— Records to process —
#####

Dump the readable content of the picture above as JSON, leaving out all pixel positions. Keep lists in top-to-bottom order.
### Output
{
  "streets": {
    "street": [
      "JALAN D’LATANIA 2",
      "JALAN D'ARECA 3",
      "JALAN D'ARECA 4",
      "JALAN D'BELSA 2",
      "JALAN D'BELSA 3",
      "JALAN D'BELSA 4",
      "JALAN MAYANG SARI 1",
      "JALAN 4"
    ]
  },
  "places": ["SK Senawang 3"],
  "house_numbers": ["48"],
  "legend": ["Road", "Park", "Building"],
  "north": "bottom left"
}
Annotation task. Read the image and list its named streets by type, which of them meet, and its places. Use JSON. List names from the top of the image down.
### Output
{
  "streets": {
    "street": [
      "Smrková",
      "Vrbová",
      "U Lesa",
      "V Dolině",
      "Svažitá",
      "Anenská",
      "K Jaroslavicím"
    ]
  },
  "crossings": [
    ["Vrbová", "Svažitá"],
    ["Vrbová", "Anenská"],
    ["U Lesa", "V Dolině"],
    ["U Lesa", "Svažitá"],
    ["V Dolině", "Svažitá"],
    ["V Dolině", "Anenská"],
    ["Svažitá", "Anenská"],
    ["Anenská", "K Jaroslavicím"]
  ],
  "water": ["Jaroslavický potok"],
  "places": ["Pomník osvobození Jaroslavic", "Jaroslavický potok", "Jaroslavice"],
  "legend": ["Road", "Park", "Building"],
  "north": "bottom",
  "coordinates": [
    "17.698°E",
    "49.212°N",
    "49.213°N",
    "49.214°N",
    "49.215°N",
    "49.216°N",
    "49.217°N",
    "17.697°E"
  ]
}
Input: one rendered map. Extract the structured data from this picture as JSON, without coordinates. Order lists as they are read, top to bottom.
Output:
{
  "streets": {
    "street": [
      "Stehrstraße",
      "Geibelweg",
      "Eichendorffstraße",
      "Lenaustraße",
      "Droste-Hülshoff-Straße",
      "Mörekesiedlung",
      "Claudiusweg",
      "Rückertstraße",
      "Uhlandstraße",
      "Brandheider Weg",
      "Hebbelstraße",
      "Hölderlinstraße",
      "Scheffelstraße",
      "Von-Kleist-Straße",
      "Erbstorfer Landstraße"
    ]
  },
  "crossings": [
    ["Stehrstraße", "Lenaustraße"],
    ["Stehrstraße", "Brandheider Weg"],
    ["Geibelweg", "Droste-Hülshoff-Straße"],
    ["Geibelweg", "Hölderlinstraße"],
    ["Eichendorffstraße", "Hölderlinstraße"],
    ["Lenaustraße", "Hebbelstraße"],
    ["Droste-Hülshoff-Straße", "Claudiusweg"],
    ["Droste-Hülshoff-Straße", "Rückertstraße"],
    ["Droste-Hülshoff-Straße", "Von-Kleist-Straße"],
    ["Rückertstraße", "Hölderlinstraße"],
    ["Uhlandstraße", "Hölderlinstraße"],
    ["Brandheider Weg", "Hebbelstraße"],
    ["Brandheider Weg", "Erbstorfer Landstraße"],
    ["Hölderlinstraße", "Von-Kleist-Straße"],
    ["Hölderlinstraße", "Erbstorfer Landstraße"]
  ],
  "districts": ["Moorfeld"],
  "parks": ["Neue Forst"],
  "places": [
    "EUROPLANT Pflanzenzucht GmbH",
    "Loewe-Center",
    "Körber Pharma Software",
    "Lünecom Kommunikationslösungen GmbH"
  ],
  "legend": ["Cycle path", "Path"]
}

#####

From the entries above, show each line that includes the string "Lenaustraße".

— Your response —
      "Lenaustraße",
    ["Stehrstraße", "Lenaustraße"],
    ["Lenaustraße", "Hebbelstraße"],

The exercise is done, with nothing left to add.